By the time you read this, God will have already worked out the details, but I am putting my prayer and praise to text in order to share later in the joy that is answered prayer.
A year ago, God gave me a vision for a pre-professional company. One that would grow into a professional company that honors and glorifies Him while sharing the Gospel in a clear and meaningful way. This vision came without a guide book. What seemed like an impossible feat had to be worked out by God alone, not by me.
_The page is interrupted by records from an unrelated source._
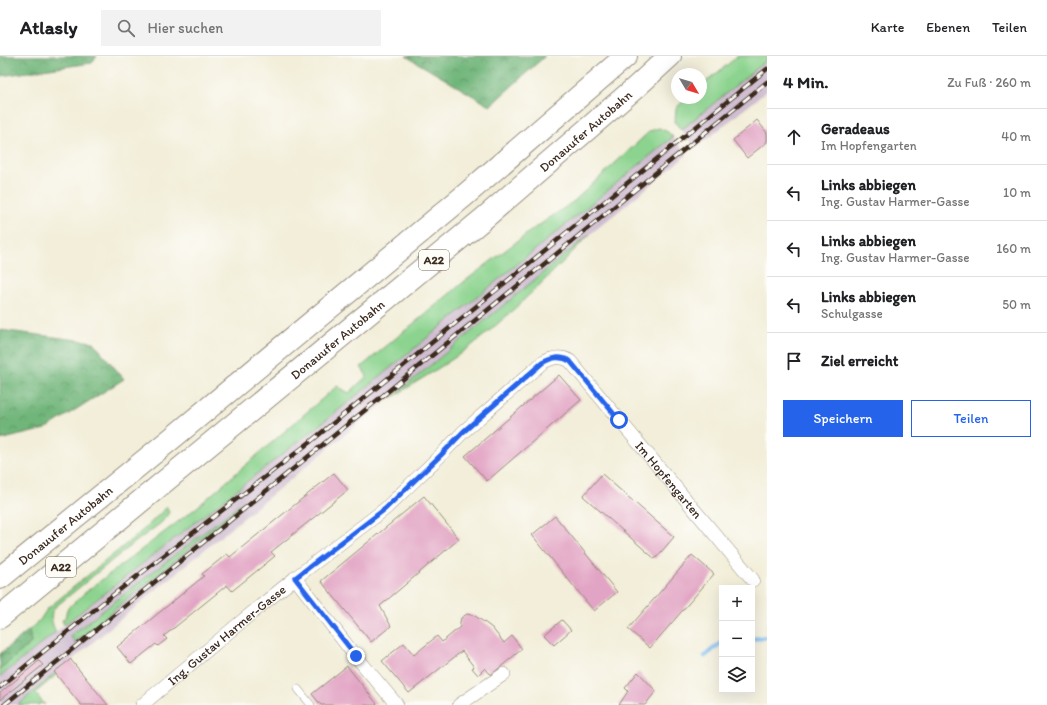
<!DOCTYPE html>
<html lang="de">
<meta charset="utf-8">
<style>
body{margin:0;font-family:Itim,sans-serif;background:#f2f2f2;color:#202124}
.controls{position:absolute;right:12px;bottom:12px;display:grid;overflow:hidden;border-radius:0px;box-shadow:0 4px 16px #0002}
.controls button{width:36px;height:36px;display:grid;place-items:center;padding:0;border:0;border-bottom:1px solid #e0e0e0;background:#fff;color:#202124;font:20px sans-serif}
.compass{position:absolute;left:671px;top:12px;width:36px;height:36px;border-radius:50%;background:#fff;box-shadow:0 4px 16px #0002;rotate:128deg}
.stop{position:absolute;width:12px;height:12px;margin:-9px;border:3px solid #2563eb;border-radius:50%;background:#fff}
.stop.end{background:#2563eb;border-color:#fff;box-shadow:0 1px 4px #0008}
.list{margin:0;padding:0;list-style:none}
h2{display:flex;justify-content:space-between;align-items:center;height:52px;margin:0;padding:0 16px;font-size:17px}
h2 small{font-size:13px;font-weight:400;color:#757577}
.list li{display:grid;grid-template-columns:26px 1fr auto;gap:12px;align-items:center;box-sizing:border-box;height:56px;padding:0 16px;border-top:1px solid #e0e0e0}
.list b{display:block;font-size:15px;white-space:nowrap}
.list p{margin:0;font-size:13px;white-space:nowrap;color:#757577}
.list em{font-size:13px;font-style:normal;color:#757577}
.actions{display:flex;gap:8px;padding:12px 16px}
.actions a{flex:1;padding:9px 0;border:1px solid #2563eb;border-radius:0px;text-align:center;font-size:14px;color:#2563eb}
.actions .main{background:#2563eb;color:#fff}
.icon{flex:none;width:22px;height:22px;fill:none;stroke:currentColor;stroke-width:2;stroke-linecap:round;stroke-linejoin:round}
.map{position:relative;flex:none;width:767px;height:649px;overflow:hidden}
header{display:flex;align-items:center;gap:24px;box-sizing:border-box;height:56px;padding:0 20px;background:#fff;border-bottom:1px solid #e0e0e0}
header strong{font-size:19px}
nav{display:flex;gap:22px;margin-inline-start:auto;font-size:14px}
.search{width:280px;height:36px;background:#f2f2f2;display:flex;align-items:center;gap:10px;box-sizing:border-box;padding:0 14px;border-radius:0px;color:#757577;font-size:15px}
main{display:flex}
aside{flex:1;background:#fff}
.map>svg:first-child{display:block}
.railway{fill:#cfbdd0}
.green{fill:#8bd38e;stroke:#637e56}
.forest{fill:url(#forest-crowns);stroke:#56704c}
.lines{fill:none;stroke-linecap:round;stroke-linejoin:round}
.stream{stroke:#7cbbf0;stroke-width:4.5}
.building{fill:#e2a4c4}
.lane-casing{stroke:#968c7c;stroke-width:8}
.street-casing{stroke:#968c7c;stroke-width:14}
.highway-casing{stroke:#968c7c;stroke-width:24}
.lane{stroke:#fff;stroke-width:7}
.street{stroke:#fff;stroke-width:13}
.highway{stroke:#fff;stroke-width:22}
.rail-casing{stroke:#3b2a1e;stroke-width:4.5}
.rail{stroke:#fdfcf7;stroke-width:3;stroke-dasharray:9;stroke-linecap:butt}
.route{stroke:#2563eb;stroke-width:5}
.labels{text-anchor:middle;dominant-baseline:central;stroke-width:3.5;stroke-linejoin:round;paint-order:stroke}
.shield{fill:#fdfcf7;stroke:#75695f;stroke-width:1}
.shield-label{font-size:12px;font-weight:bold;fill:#3b2a1e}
.street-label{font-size:13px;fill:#3b2a1e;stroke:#fdfcf7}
</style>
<header>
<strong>Atlasly</strong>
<div class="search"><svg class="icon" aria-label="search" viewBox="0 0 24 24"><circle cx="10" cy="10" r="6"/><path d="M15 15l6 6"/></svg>Hier suchen</div>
<nav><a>Karte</a><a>Ebenen</a><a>Teilen</a></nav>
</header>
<main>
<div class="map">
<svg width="767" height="649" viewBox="0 0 767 649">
<defs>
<pattern id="forest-crowns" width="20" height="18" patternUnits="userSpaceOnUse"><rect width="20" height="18" fill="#70b579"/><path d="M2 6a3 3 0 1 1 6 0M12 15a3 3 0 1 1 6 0" fill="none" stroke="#5d9363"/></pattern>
</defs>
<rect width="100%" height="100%" fill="#fdfcf7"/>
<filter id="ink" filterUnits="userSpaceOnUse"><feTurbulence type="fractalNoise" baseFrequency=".025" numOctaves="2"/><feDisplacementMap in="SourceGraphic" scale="8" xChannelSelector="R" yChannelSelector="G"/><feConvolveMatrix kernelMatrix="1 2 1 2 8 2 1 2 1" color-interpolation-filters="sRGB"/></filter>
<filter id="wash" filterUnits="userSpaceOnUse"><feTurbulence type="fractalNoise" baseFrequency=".012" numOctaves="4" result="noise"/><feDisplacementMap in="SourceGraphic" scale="16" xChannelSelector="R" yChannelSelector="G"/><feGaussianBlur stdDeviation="0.9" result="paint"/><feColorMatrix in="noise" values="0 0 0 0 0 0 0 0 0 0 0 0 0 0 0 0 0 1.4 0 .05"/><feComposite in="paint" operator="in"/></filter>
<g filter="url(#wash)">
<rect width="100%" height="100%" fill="#f2eed9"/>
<!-- railway -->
<g class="railway">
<path d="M767 4V35L696 92 681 74Z"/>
<path d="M673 81 687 99 170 522 18 649H0V621L56 576 345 349Z"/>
</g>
<!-- green -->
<g class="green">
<path d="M738 0H767V4L681 74 675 66 676 52 687 42H701V30Z"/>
<path d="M659 72 668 76 673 81 345 349 64 569 62 564 65 562 67 553 87 535 196 452 337 330 349 337 367 320 361 311 465 225 532 174 574 145 650 75Z"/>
<path d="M590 178C552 217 514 256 471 290 446 309 418 324 392 342V341Z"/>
<path d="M242 447 243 449 75 586 70 580Z"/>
<path d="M167 451 169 457 161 467 126 493 54 552C49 559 52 568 56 576L0 621V613L31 587 29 574 40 564 47 553 143 474Z"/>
<path d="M55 617 56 619 35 637 45 649 41 647 39 649H18Z"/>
</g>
<!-- forest -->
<g class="forest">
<path d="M0 0H97L92 7 0 20Z"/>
<path d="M406 0H545L490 50Z"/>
<path d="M0 274 93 286 124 323 45 373 0 384Z"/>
<path d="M29 574 31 587 0 613V598Z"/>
</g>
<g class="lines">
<!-- stream -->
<g class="stream">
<path d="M752 583 767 581"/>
<path d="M705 600 722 586"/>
</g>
</g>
<g id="blocks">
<!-- building -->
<g class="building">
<path d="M757 64 767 77V86L747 102 733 84Z"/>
<path d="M559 319 581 344 487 425 465 400Z"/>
<path d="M334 417 348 434 271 496 275 500 232 535 227 529 164 580 167 583 158 590 156 588 131 608 117 591 204 520 202 518 227 498 230 501Z"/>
<path d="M602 418 674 481 655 503 583 440Z"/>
<path d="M424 440 459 483 380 550 391 570 371 586 321 525Z"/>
<path d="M555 460 617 536 594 555 532 479Z"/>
<path d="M692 499 714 518 650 592 628 573Z"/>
<path d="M467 558 475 560 484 566 492 572 504 587 512 580 522 593 491 619 485 612 478 619 472 612 474 611 462 595 409 637 382 605 404 587 414 599 437 580 442 586 460 571V566L461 562Z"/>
<path d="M562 564 571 574 554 589 544 579Z"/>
<path d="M71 603V604L108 649H81L54 616Z"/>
<path d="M39 605 43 609 0 644V637Z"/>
<path d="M347 610 377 648 376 649H321L312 638Z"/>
<path d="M638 616 656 635 645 649H619L628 635 625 632Z"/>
</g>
</g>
</g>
<g filter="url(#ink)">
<use href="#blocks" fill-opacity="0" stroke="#968c7c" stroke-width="1"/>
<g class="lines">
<!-- lane casing -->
<g class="lane-casing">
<path id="lane" d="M298 633 311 649"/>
</g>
<!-- street casing -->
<g class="street-casing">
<g id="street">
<path d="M295 522 349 592 397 649"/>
<path id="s1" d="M142 649 242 565 295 522 385 453 441 399 463 376 542 307C551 302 560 299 570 305L753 524"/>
<path d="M459 649 504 618"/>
</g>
</g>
<!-- highway casing -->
<g class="highway-casing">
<g id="highway">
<path id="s2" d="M0 522 176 379 464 140 626 0"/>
<path id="s3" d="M0 561 482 164 635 32 670 0"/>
</g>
</g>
<!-- lane -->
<use href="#lane" class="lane"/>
<!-- street -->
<use href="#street" class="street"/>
<!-- highway -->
<use href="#highway" class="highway"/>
<!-- rail casing -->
<g class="rail-casing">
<g id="rail">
<path d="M0 631 104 546 310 386 767 13"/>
<path d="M4 649 767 26"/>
</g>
</g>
<!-- rail -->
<use href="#rail" class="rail"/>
</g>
</g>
<g class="lines" filter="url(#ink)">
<!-- route -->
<path class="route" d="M356 600 295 522 385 453 441 399 463 376 542 307C551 302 560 299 570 305L619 364"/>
</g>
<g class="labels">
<!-- shield labels -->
<g class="shield">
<rect x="419" y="194" width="30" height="20" rx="3"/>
<rect x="46" y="501" width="30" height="20" rx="3"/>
</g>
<g class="shield-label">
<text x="434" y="204">A22</text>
<text x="61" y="511">A22</text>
</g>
<!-- street labels -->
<g class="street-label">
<text stroke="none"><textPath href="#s3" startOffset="761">Donauufer Autobahn</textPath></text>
<text stroke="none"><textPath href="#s3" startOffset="437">Donauufer Autobahn</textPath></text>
<text stroke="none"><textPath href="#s1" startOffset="711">Im Hopfengarten</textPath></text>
<text stroke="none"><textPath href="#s2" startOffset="84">Donauufer Autobahn</textPath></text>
<text stroke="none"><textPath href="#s1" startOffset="110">Ing. Gustav Harmer-Gasse</textPath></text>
</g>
</g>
</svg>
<div class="controls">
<button>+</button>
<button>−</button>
<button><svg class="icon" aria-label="layers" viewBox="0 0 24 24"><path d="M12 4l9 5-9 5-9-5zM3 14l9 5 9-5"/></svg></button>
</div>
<svg class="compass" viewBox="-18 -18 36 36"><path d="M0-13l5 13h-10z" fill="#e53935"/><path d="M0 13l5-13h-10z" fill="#757577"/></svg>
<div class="stop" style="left:619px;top:364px"></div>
<div class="stop end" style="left:356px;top:600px"></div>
</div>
<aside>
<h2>4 Min.<small>Zu Fuß · 260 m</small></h2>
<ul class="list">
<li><svg class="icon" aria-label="ahead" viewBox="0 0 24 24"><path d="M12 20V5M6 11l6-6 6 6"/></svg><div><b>Geradeaus</b><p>Im Hopfengarten</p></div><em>40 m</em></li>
<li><svg class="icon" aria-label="left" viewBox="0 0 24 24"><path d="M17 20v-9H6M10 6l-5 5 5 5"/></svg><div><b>Links abbiegen</b><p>Ing. Gustav Harmer-Gasse</p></div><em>10 m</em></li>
<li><svg class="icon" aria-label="left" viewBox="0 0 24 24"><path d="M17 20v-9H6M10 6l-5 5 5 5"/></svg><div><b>Links abbiegen</b><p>Ing. Gustav Harmer-Gasse</p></div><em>160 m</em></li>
<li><svg class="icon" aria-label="left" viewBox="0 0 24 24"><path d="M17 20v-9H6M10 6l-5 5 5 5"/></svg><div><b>Links abbiegen</b><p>Schulgasse</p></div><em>50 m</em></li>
<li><svg class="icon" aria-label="arrive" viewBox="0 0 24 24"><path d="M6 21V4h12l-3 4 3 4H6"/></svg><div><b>Ziel erreicht</b></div></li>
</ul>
<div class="actions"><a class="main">Speichern</a><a>Teilen</a></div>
</aside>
</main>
The vision kept growing, and in October when Ballet Magnificat! came to perform with our students, I was able to sit down individually with the dancers and hear them share their heart about what was the most helpful and meaningful to them as they were training, and also what makes a company a cohesive unit and thus gives the ability to truly share the Gospel of grace. God used them to make the vision clearer, but still, it was impossible to do alone - something I didn't feel was in my bag of strengths. I had the vision, but I needed an artistic director to bring it to possibility.
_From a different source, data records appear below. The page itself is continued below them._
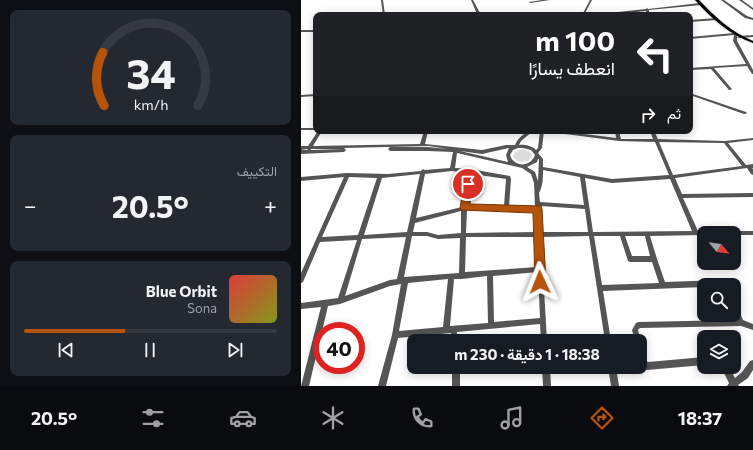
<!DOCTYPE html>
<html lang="ar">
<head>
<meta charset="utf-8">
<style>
	:root { --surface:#171b24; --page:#242831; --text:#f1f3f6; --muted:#9ea1a6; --line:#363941; --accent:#b45309 }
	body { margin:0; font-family:Commissioner,Vazirmatn,sans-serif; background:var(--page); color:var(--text); direction:rtl; height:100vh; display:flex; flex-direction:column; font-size:15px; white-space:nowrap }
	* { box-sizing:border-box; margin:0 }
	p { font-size:13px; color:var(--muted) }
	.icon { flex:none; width:22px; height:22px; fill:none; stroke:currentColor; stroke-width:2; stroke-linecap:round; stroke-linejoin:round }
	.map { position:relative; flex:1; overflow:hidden; direction:ltr }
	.drawer { display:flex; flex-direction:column; gap:10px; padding:10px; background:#0d0f14; width:301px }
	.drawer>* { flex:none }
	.guide { position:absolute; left:12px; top:12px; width:380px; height:122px; border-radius:8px; box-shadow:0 2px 10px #0003; direction:rtl; background:#202124; color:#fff; overflow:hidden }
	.needle { width:26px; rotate:119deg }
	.fabs { position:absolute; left:396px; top:226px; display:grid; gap:8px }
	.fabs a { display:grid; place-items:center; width:44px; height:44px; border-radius:8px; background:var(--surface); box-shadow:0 2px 10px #0003; font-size:20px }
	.speed { position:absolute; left:12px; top:322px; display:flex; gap:8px; font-size:20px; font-weight:700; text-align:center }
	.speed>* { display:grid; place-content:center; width:52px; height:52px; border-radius:50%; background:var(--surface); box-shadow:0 2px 10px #0003; line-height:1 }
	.speed .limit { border:6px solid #d22; background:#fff; color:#111 }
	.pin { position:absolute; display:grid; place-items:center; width:34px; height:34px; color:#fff; margin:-17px; border:2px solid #fff; border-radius:50%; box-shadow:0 1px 4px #0007 }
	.me { position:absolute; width:44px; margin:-22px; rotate:358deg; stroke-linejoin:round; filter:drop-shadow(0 0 3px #0008) }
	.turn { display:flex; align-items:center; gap:14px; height:84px; padding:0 12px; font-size:18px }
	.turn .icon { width:52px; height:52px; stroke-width:2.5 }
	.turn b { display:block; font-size:28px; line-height:34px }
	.then { display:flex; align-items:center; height:38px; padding:0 12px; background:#0003; gap:8px; font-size:15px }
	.big { font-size:30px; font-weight:700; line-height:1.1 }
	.drawer .widget { flex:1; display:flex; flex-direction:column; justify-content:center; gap:6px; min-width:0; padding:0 14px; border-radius:8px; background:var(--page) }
	.drawer .dial { align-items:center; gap:0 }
	.dial svg { height:104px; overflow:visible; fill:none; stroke:var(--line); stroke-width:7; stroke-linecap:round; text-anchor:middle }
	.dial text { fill:var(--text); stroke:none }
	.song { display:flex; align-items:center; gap:12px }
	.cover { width:48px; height:48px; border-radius:6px; background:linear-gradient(135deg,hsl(0 70% 55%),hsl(70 70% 35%)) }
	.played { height:4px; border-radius:2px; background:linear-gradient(90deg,var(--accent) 40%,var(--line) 40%) }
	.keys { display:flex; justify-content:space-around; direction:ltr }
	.heat { display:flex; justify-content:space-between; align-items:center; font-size:22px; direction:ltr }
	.trip { position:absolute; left:106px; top:334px; width:240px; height:40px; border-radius:8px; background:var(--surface); box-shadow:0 2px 10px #0003; font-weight:700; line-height:40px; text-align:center; direction:rtl }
	.dock { display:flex; height:64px; justify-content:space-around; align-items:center; background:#090b0e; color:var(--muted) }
	.dock .icon { width:28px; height:28px }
	.dock .active { color:var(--accent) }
	.dock b { font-size:18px; color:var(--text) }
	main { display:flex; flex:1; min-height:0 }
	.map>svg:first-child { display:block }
	.green { fill:#dcdcdc }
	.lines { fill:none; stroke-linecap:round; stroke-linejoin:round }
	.major-casing { stroke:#dbdbdb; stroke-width:2 }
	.minor { fill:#555; fill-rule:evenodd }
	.major { fill:#000; fill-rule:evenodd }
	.route { fill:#b45309; stroke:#753606 }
</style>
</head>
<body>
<main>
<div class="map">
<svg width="452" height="386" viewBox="0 0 452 386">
	<rect width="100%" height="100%" fill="#fff"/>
	<path class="green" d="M221,149L225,150L230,153L231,156L227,161L218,162L212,157L214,152Z"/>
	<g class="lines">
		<g class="major-casing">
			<path id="major" d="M394,0H398C414,17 430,32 452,41V43C429,35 410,18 394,0Z"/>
		</g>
		<path class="minor" d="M80,0H82L84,15H82Z
			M170,0H172L179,13L190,12L195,15H192L190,14L169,15L176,14Z
			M241,0H249L229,3L228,2Z
			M289,0H291L283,15H281Z
			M420,0H423L446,16L452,18V20L444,18Z
			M438,0H441L452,8V10Z
			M399,3H400V5L348,10V15H346L345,11L306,15H297L298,14L345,9L346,8L347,9Z
			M415,18H416V20L389,22V20Z
			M0,30H15V32H0Z
			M433,33L436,35V41L452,70V74H451L446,66L413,68L430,88L431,89L429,90H428L410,69L389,70V68L445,64L432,41L433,35L389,39V37Z
			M452,35V37L438,38L436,37L438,36Z
			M389,93L445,112L446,113L444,114H443L389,95Z
			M15,94V96L0,97V95Z
			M0,128H15V130H0Z
			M17,131H21L12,146L119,144L123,131H127L124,144L181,150L205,145H214C217,138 224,131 232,131L220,141L218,145C223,144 232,146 235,150L237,148L239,131H243L241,148L237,153L242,159V167L311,179L368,175L354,142L318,141L249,132L247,131H260L315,138L314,131H318L320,139H352L349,131H353L357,139L424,141L452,138V140L427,143L445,165L452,164V168H451L452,169V175L450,174L446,168L374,178L381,194L452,193V197L382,198L397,231H405L406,233H403V235L349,236L356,259L364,282L419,280L426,283L427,285H403V287L302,291L310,341H304L288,236L240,237L246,341H240L239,324L156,332V341H150V333L97,338L85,386H77L91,335L100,284L89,286L39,304L27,306L8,386H0L20,307L0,309V303L37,298L56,240L19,242L2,282L0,283V273L43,177L0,181V177L46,173L87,174L120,171L122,169L124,170L149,168L152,152L127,151H89L87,149L89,147H127L146,149L128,146L43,148L45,150L43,152L0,154V150H7L6,149L0,150V146H7ZM358,142L423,143L441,166L372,175ZM208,148L205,155L207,162L159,151L181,154ZM217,148H222L230,150L234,155C230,167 213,168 209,155L212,150ZM10,149H42L10,150ZM156,153L221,168L230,174L233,183L234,207H208L210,179L209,176L169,169L154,168ZM237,159H238L237,181L234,172L226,167L236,162ZM242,170L279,177L283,205L239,202L238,193C242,186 242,178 242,170ZM151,171L166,173L161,207L115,218L124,174ZM119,174L106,232L63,235L81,178ZM171,174L205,179L203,206H166ZM48,177L76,178L57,235L21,237ZM284,178L311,183L369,179L391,231L292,232ZM239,206L284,209L287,232H240ZM166,210L234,211L235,232L165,233ZM160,211V233L137,235L126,232H112L114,223ZM111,236H126L137,239L159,238L158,273L103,277ZM293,236H319L327,261L329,262H351L358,283L301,285ZM324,236H344L349,256H331ZM105,237L96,279L89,280L44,296L61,239ZM165,237H235L236,267L164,272ZM237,272L239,318L193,322L192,276ZM186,276L187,323L149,326L153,279H161ZM147,279L142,327L98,331L107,283Z
			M431,231H452V235H433V233H430Z
			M433,303L435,304L442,320L452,324V330L440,326L339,328L337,330L340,341L339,344V341H334L331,330L335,323L337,322L435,320L433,314Z
			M339,347L341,348L345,361L347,362L403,357V365L346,370L343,369L339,364Z
			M452,360V370L447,378L437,385L438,386H426L428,383L420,367H428L434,378L441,372L449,361Z
			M151,367H159V386H151Z
			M241,367H249L250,386H242Z
			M307,367H315L318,386H310Z"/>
		<use href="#major" class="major"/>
	</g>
	<path class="route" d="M167,180L171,184L169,204L240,206L241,209L245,282L243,286L239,287L235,286L234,282L232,213L160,210L159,208L163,184Z"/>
</svg>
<div class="fabs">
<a><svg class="needle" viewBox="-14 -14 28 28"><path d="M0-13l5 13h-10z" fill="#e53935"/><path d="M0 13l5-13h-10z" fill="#9ea1a6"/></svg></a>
<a><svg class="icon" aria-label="search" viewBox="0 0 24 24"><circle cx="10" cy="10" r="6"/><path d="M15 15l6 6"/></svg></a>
<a><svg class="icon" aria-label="layers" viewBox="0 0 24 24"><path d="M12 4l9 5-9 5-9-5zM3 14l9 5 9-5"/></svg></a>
</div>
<div class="speed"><div class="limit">40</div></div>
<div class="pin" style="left:167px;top:184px;background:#d93025"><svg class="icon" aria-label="arrive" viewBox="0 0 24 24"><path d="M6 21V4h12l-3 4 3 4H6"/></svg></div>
<svg class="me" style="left:239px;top:282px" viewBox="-20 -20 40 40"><path d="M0-17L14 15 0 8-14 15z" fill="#b45309" stroke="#fff" stroke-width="4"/></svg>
<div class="trip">18:38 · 1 دقيقة · 230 m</div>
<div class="guide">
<div class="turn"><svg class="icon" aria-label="left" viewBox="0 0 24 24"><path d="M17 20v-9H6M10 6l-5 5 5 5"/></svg><div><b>100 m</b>انعطف يسارًا</div></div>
<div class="then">ثم<svg class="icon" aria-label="right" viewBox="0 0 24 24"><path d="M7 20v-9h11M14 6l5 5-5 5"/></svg></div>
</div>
</div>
<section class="drawer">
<div class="widget dial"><svg viewBox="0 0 100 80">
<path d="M14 69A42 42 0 1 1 86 69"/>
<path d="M14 69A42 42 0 0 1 13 28" stroke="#b45309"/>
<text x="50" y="56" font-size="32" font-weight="700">34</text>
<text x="50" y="72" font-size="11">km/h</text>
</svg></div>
<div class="widget"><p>التكييف</p>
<div class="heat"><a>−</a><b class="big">20.5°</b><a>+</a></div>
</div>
<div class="widget">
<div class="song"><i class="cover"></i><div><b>Blue Orbit</b><p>Sona</p></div></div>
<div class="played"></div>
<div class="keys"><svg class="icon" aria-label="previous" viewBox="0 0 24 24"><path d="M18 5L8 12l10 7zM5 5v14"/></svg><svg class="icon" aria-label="pause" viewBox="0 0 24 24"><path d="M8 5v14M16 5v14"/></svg><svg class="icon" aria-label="next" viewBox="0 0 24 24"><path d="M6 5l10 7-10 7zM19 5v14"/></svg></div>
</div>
</section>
</main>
<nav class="dock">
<b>18:37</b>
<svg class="icon active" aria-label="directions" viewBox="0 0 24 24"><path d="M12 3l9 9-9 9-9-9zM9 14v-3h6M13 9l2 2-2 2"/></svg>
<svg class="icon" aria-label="music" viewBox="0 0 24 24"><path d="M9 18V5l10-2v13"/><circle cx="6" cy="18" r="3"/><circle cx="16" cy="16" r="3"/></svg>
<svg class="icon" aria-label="phone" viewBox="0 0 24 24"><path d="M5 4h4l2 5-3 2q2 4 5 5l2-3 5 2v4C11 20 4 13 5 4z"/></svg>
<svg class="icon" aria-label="climate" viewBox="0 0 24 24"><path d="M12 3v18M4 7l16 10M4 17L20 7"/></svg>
<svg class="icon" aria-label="car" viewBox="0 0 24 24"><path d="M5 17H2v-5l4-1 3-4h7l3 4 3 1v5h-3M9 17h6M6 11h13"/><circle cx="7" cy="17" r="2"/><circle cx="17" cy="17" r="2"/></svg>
<svg class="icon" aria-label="filters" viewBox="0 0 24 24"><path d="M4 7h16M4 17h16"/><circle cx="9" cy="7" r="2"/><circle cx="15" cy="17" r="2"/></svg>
<b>20.5°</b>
</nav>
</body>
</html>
The job application was sent to every Christian company that I could find on the internet, praying that I would get responses...I got one. She was lovely but ended up choosing a different job, which was a peaceful choice for both of us. Then I got another application, this one from Michael Viator. I never considered hiring a male Artistic Director. I know that sounds odd in the ballet world, but it simply hadn't crossed my mind. However, when speaking to him, I heard that his vision and his strengths were just where I would want them to be! The only issue was that backstage at performances or on costuming days, he really wouldn't be able to do what a woman could do with the dancers...if only there were some sort of mediator to make this more possible. Then, I heard about Olivia, a professional dancer who had a heart for Jesus and was to be married to Michael. I asked God to bring someone to fill this company, and He did more than that - He brought a team!
They were offered jobs. They were perfect. And then they had to say no. I remember clearly the day they turned down the jobs, feeling as though God just needed them to work some things out and that maybe in the future, if the jobs were available, they would be able to take them. It was hard to explain the immense peace that was felt by me. Me, the planner and visionary. I want to just do things right now and not take time for God's plan. This was the perfect team, but there was really a peace that passes all understanding as we said goodbye for now, and they were going to stay in Mississippi and give their company another year contract. January was the deadline for their contracts to be signed. As January lagged on, I kept feeling as though this couple was going to be just what God wanted for Grace, but at the same time, I knew that they had until the end of January to change their minds...and then, January ended. I woke up the morning of February 1st with a clear and peaceful mind. I thought about the fact that January was gone and so was the hope of this dream coming to fruition this year, but I knew God would work out the details in a way only He really can.
My daughter, Haddi, finished her mathbook this morning, so she created a dance party in our house with treats and fun music, and the whole family was dancing together when I got a text from Olivia asking if we could chat. You see, February might have come, but a date on a calendar does not stop God from working miracles. The companies Alpha and Omega learned that they would be merging into one company and not everyone would be asked to stay. Dancers had one day to decide if they really did want to renew their contract if they were the chosen few to be asked back. Michael was asked to stay with the company, but God gave him peace and courage, and he told them he would not return, that God had other plans for him...plans to bring him to Iowa.
I don't know why God seems to do things the hard way, except that the time between learning that this dream wouldn't happen the way I wanted and today, God worked amazing things in my heart to trust Him and step in faith...Logos were created, names were trademarked, things were done for this company that wasn't even going to happen because God had said HE would do it, not me. Michael and Olivia had spent the month growing in faith and learning to obey, and now, here we are....in what feels like the new year, learning that God just needs us to trust Him and blindly follow, and He will lead us into a more amazing future than we could have ever imagined on our own.
So, I am hoping someday when you read this, you will see it was all a God thing, and I get the honor of being a part of it! Praise God for all He has done and will continue to do, and may we always share the Gospel through the splendor of dance.
I am waiting to hear the official word that Michael and Olivia have accepted the positions - here you can see my vulnerability in declaring it a God decision. If they end up saying no, it's still a God thing. I will trust and praise God no matter the outcome because His gifts are endless and far more valuable than I could ever express.
Today, I stand here and say that Encounter Performing Arts Company (Encounter PAC) belongs to God, not to me. May God do what He will with it for HIS glory and no one else's.